Michael Hancock will be the 45th mayor of Denver.  The two term city councilman beat former State Senator Chris Romer easily last night to take the city’s top job.  Colorado Public Radio’s Ben Markus reports. 

 


 

 

A campaign that lasted more than a year was over quickly last night.  Moments after the first batch of votes were counted, Hancock had a commanding lead, and just after 8pm Romer had conceded. 

Hancock took to the stage to address a room full of jubilant supporters -- reinforcing his message of inclusiveness.

Hancock: I’m excited and honored to be the one to work with you to bring our city together.

On the stage behind Hancock were dozens of supporters -- outgoing mayor Bill Vidal, former Governor Bill Ritter, and former mayor Wellington Webb.  Hancock proceeded to outline his priorities for the city.

Hancock: We will begin out work now to recruit new businesses and jobs to Denver, to create our Denver education compact, to deliver our balanced budget to our city council in September, and begin to restore the public trust in the public...in the police department.

And now he has the mandate to tackle some of these problems. 

It was clear from public polls leading up to the election that Hancock had a good chance of winning.  But Paul Teske a professor of Political Science at CU-Denver said he was surprised by the large margin of victory.  He says there weren’t any big issues dividing the candidates.

Teske: Both candidates had pretty similar ideas on the issues, and in a lot of ways then I think it became more of a personality referendum on the issues.

That was true for Anne Murdock who voted for Hancock.  Earlier in the day she was at the Washington Park Rec Center to drop off her ballot.

Murdock: I have a tremendous amount of respect for him. I respect what he has done in his career, I think he’s very smart, full of integrity, has great principals and policies and I also admired his positive campaigning.

Hancock introduced himself to Denver voters with an ad campaign designed by a political consultant who worked on President Barack Obama’s campaign.  It emphasized his difficult upbringing and hopeful message.  Romer meanwhile took heat for airing negative ads that questioned Hancock’s vote to raise city council pay.  Romer eventually pulled the commercial.

For his part, Romer urged his supporters to unite behind the mayor-elect because the city faces many challenges -- like high unemployment, low graduation rates, and a looming budget deficit.

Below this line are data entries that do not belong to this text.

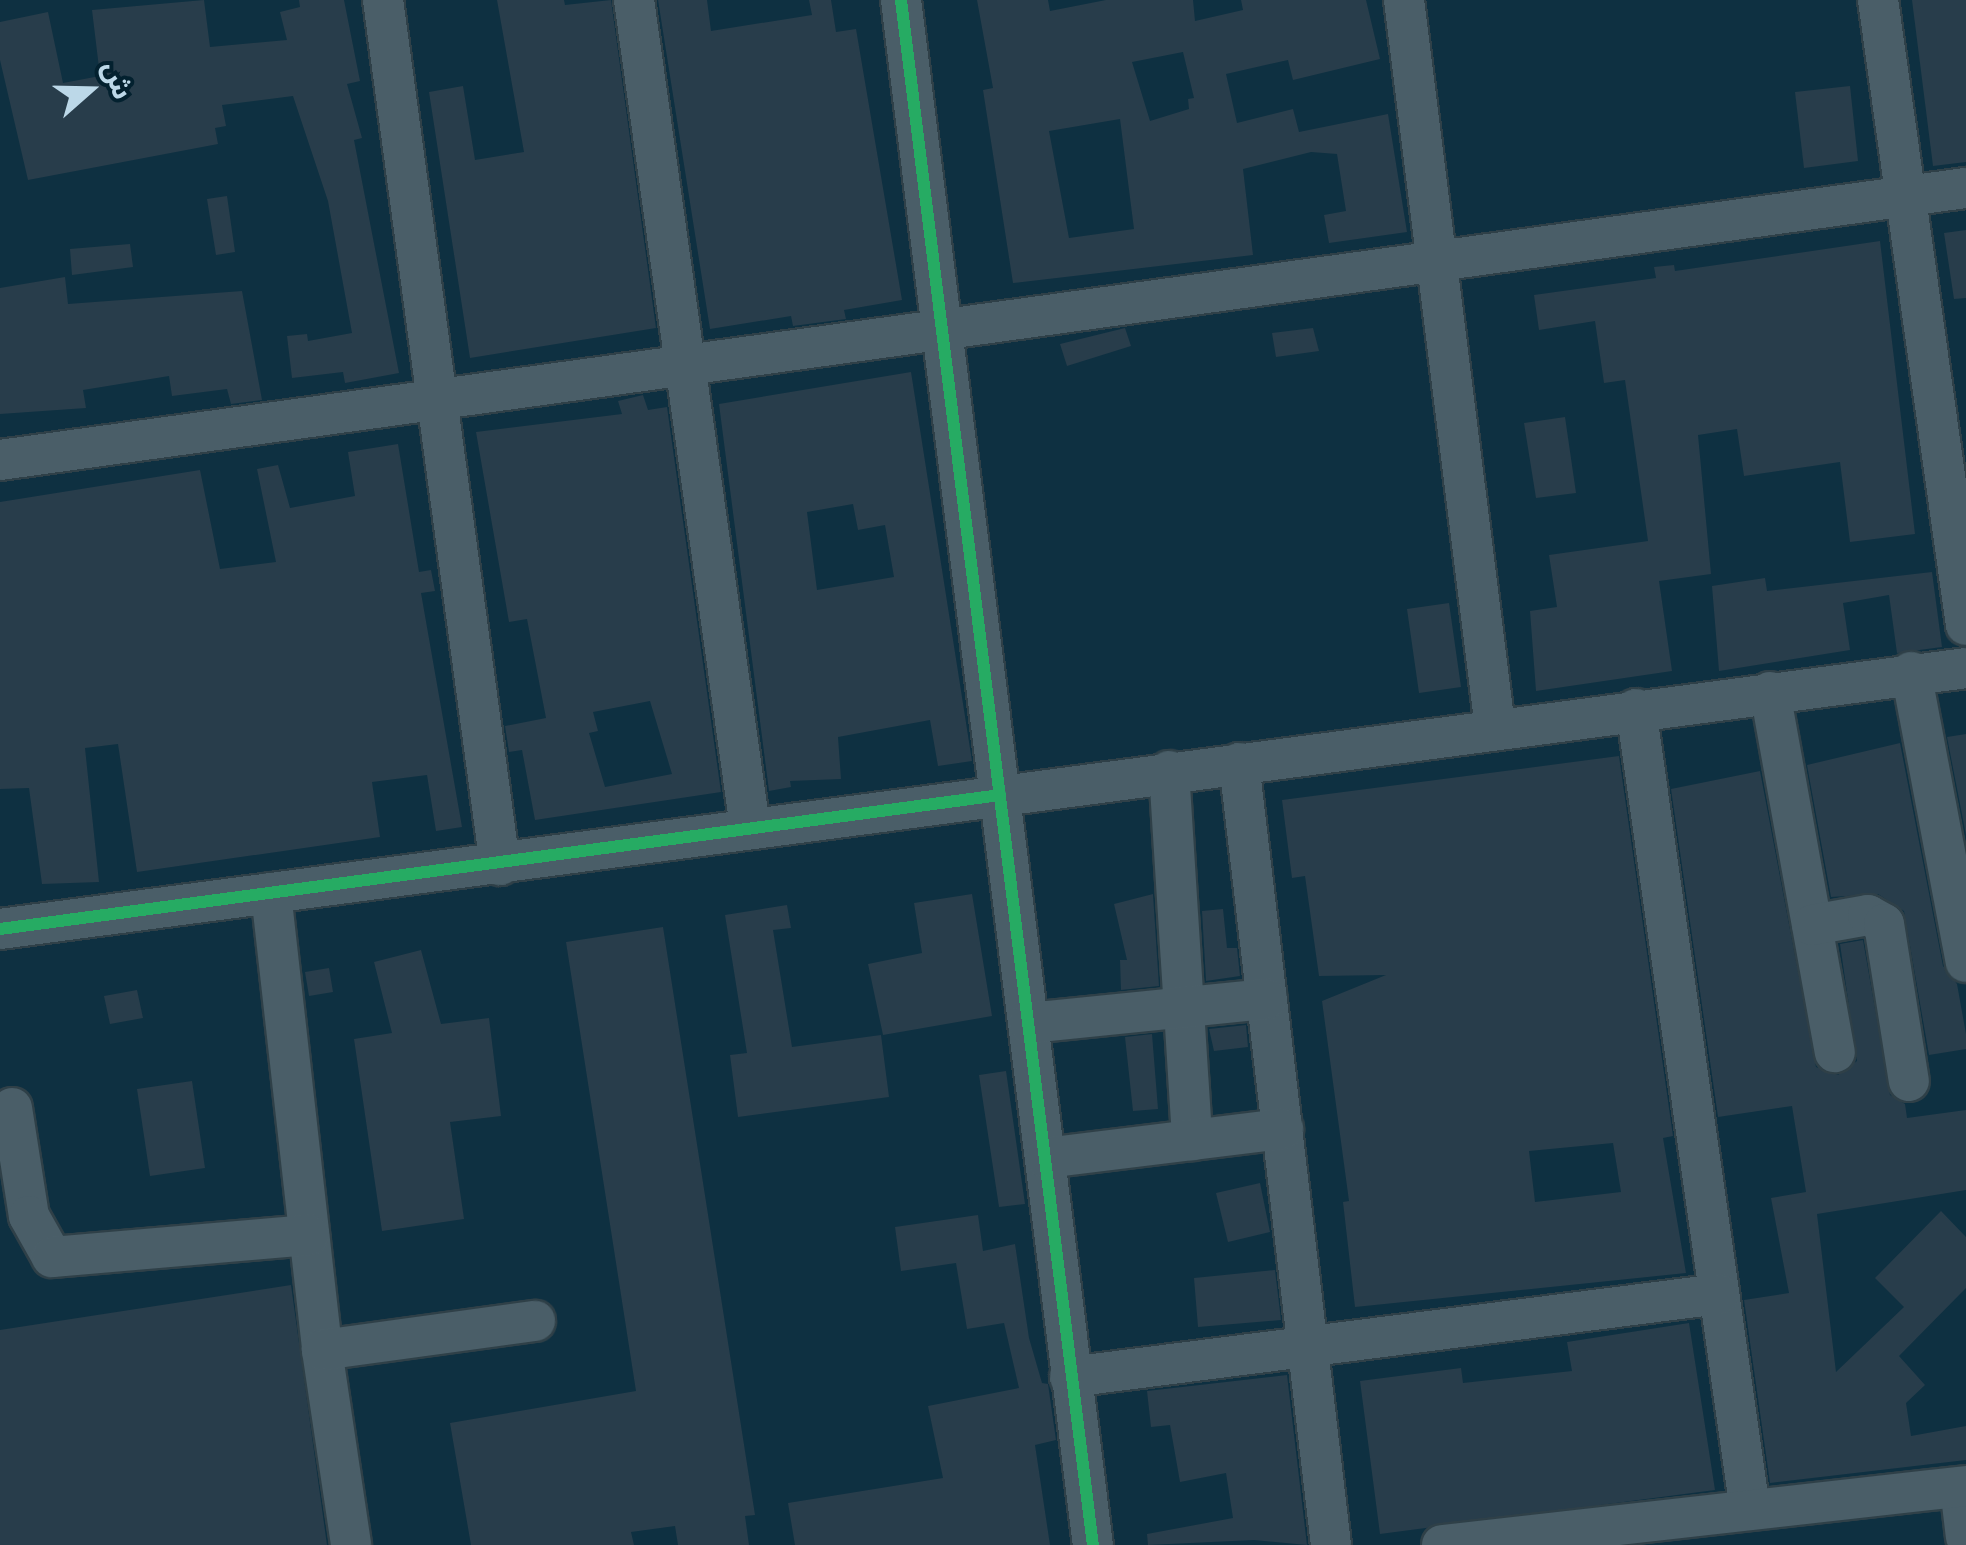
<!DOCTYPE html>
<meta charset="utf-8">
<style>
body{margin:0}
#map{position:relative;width:1966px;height:1545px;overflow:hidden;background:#0e2631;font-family:"IBM Plex Sans","Noto Sans Arabic",sans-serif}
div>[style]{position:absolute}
.built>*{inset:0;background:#0e3041}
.building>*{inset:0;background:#283d4b}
.roads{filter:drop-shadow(2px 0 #2f4048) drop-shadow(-2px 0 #2f4048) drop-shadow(0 2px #2f4048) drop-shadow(0 -2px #2f4048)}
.minor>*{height:40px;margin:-20px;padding:0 20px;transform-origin:20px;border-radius:20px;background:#4a5e68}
.cycleway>*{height:12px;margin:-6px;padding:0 6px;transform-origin:6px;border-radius:6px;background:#26ab63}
span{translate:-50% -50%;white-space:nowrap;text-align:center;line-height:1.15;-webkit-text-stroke:8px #03212f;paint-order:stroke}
.north{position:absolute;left:40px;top:40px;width:100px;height:100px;-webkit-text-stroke:8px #03212f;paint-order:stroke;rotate:70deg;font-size:28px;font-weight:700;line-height:40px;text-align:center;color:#bcd8e8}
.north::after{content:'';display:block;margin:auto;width:35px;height:45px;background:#bcd8e8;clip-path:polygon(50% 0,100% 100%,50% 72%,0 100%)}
</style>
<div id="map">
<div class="built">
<i style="clip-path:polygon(0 0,1966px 0,1966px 1545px,0 1545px)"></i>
</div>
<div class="building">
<i style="clip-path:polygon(204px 0,210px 47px,287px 40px,280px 12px,300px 7px,299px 0,344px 0,360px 81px,347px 84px,362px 138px,354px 140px,399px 373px,345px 383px,343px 372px,292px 378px,287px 336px,307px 334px,308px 341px,352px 333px,328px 201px,293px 96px,222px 105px,226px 126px,215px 128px,218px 144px,28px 180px,0 60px,0 22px,48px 12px,63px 83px,100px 76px,92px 10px)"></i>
<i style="clip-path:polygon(497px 0,564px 0,565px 5px,611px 0,656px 328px,470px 358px,429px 92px,463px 86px,475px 160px,524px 152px)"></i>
<i style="clip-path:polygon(658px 0,707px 0,711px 31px,812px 15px,809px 0,831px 0,836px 32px,856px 29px,902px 300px,844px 310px,846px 319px,793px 326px,791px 316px,710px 329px)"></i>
<i style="clip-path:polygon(evenodd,977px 0,1048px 0,1050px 11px,1106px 0,1193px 0,1195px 21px,1243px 10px,1241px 0,1366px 0,1380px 59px,1293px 80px,1288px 60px,1226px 74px,1237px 123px,1293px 109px,1299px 132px,1388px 114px,1407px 232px,1329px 243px,1324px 215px,1346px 211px,1337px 154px,1311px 152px,1243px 169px,1253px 255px,1013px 283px,983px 90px,993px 88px,977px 0,1183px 52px,1194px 98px,1188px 99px,1189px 109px,1150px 121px,1132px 62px,1183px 52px,977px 0,1120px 119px,1134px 229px,1069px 238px,1049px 131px,1120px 119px)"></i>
<i style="clip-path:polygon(1912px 0,1966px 0,1966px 162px,1933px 166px)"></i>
<i style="clip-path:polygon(1850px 86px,1858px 161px,1804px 168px,1795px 92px)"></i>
<i style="clip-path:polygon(227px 196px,235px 252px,216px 255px,207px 199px)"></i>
<i style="clip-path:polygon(1966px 230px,1966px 298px,1954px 299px,1944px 233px)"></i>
<i style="clip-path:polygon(1880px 241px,1915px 534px,1850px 542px,1840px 462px,1744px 476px,1737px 429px,1698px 435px,1711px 574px,1659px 581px,1672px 671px,1536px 691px,1530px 611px,1557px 607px,1549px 555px,1648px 541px,1625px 380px,1604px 383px,1595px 321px,1539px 330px,1534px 295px,1656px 278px,1654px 267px,1674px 265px,1675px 271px)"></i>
<i style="clip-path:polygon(130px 244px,133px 267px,72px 275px,70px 249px)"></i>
<i style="clip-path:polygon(65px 277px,68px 304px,242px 291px,262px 400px,231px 404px,227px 389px,172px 396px,169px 376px,83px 390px,86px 408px,0 414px,0 288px)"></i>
<i style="clip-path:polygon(1125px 328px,1131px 346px,1067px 366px,1060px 344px)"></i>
<i style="clip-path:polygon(1313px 328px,1319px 351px,1276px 357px,1272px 333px)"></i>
<i style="clip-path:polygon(evenodd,911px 372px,972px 761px,938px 766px,930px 720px,838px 737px,841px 779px,790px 781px,791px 787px,769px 791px,719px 404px,911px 372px,853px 504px,858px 530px,885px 525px,894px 577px,817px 590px,807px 512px,853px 504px)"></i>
<i style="clip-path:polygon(evenodd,643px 395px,648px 410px,667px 407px,721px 792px,535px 820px,522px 750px,509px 752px,505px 726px,546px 718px,527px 619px,509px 622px,476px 432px,622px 414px,618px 401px,643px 395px,650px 701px,672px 774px,605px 787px,589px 733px,598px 731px,593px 712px,650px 701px)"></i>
<i style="clip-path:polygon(1565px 417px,1576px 493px,1536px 498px,1524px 423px)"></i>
<i style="clip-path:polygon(398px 444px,419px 572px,431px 570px,435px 591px,421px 593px,462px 827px,436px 831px,427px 775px,372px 782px,380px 837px,137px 872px,118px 744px,85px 748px,99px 882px,42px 884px,29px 788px,0 789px,0 502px,200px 470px,220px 569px,276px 562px,257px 469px,278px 465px,290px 508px,355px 496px,348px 452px)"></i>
<i style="clip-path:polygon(1932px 572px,1942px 647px,1897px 653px,1889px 595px,1843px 603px,1850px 650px,1719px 671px,1712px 586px,1765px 578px,1767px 591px)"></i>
<i style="clip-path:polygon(1449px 603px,1461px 687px,1419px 693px,1407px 609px)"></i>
<i style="clip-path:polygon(1966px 734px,1966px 835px,1947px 737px)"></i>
<i style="clip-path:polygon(1900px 743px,1943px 966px,1957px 984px,1966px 1034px,1966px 1049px,1929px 1055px,1904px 911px,1878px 894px,1831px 897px,1807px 765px)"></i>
<i style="clip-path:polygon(evenodd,1619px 756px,1673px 1136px,1663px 1138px,1686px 1273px,1355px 1307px,1343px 1202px,1349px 1201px,1322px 1001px,1386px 975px,1319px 976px,1305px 876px,1292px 878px,1282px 800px,1619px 756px,1613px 1143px,1621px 1192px,1535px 1202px,1529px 1151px,1613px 1143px)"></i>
<i style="clip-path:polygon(1760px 771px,1816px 1067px,1838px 1075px,1857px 1061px,1840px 944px,1863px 940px,1890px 1095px,1905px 1104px,1907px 1118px,1966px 1110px,1966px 1190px,1817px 1214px,1836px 1372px,1904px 1307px,1875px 1278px,1941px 1211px,1966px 1237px,1966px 1288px,1899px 1356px,1925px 1385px,1906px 1403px,1911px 1436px,1966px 1426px,1966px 1460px,1770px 1483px,1744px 1300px,1789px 1293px,1771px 1198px,1806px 1192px,1792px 1106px,1718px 1117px,1671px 789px)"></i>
<i style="clip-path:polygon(972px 894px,992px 1016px,883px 1035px,868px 964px,922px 953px,914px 903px)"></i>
<i style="clip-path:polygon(1153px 894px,1159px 986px,1121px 990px,1120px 960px,1127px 960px,1114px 904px)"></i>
<i style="clip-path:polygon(787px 905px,791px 928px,773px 930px,792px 1047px,881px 1035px,889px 1097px,738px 1117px,730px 1055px,747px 1053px,725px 915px)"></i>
<i style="clip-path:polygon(1223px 909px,1227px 948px,1237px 948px,1240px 976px,1206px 981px,1202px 911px)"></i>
<i style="clip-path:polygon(663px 927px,755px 1515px,745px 1516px,749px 1545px,678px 1545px,675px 1526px,631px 1532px,634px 1545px,471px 1545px,450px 1423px,636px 1391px,566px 942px)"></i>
<i style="clip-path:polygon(421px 950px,441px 1024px,489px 1018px,501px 1116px,450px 1122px,464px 1219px,382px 1231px,354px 1039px,392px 1033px,374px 962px)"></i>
<i style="clip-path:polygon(329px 968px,333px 992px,309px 996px,305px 972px)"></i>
<i style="clip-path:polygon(137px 990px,143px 1018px,110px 1024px,104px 996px)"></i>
<i style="clip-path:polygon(1246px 1025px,1248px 1047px,1214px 1051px,1209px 1029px)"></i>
<i style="clip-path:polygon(1152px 1034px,1158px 1109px,1133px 1111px,1125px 1037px)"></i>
<i style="clip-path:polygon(1006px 1071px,1025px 1204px,999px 1207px,979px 1075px)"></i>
<i style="clip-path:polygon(192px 1081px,205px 1168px,150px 1176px,137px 1089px)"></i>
<i style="clip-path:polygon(1260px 1183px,1270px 1232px,1228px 1242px,1216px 1193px)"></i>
<i style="clip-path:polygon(978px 1215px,983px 1251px,1015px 1244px,1029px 1338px,1042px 1383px,1048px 1384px,1056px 1440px,1035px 1445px,1050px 1545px,795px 1545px,788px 1503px,943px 1478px,928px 1406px,1019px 1388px,1004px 1323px,967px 1329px,956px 1263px,901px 1271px,895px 1227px)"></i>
<i style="clip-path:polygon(1275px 1270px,1281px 1320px,1198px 1327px,1194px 1278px)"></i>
<i style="clip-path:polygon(291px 1285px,327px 1545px,0 1545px,0 1330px)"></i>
<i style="clip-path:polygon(1689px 1323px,1715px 1490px,1380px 1534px,1360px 1381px,1461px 1368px,1463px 1383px,1572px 1371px,1567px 1342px)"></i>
<i style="clip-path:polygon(1287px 1375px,1307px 1545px,1254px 1540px,1148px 1545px,1147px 1534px,1233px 1518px,1226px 1473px,1180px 1482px,1170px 1425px,1151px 1427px,1147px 1391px)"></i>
</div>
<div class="roads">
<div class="minor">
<i style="left:383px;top:0;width:873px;rotate:82.3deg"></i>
<i style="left:634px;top:0;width:835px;rotate:82.02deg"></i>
<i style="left:901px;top:0;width:1557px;rotate:82.92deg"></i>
<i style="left:1404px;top:0;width:734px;rotate:82.87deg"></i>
<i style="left:1878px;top:0;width:631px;rotate:81.99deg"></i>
<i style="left:0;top:460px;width:1985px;rotate:-7.88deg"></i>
<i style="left:1911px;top:672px;width:295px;rotate:79.3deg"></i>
<i style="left:1770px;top:692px;width:366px;rotate:79.8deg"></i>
<i style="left:1636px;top:709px;width:809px;rotate:81.9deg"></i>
<i style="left:1239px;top:763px;width:787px;rotate:83.29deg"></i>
<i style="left:1169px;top:771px;width:370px;rotate:86.4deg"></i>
<i style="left:271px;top:893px;width:460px;rotate:83.6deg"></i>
<i style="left:322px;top:1350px;width:197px;rotate:81.5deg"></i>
<i style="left:1812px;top:925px;width:57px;rotate:-10.1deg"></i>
<i style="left:1868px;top:915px;width:18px;rotate:29deg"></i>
<i style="left:1884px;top:924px;width:159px;rotate:81deg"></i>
<i style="left:0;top:929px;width:1983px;rotate:-7.56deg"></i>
<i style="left:1029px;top:1023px;width:239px;rotate:-5.8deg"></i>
<i style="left:12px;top:1108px;width:109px;rotate:81.1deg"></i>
<i style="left:29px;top:1216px;width:47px;rotate:60.7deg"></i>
<i style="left:52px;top:1257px;width:258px;rotate:-4.9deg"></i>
<i style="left:1046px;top:1158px;width:239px;rotate:-7deg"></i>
<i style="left:322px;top:1350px;width:215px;rotate:-7.8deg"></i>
<i style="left:1070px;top:1377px;width:654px;rotate:-7.29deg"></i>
<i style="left:1960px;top:1487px;width:50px;rotate:83.2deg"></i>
<i style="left:1442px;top:1545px;width:527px;rotate:-6.42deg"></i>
</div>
</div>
<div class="cycleway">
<i style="left:901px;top:0;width:1557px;rotate:82.92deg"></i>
<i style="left:0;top:929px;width:1009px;rotate:-7.63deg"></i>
</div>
<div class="north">ش</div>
</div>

Romer: We have some work to do. That's why it's important that we all immediately join mayor-elect Michael Hancock to address these changes. Denverites are problem solvers – you all have proved it, we need to join together.

Romer ran the most expensive political race in Denver history.  He loaned the campaign nearly $700,000.  And Romer had a chance capture the Latino vote with an endorsement of former mayor Federico Pena and former candidate James Mejia.  But in the end neither brought in enough votes to make a difference.

Hancock now turns his attention to being mayor.  Most importantly, the city must grapple with a 100-million dollar budget shortfall.

Hancock: And we’ll work together to understand what the menu of options are going forward so we can present a balanced budget to city council in September.

Tough choices are looming -- serious cuts to city services or tax increases may be needed.  But -- for now -- he gets to savor the victory.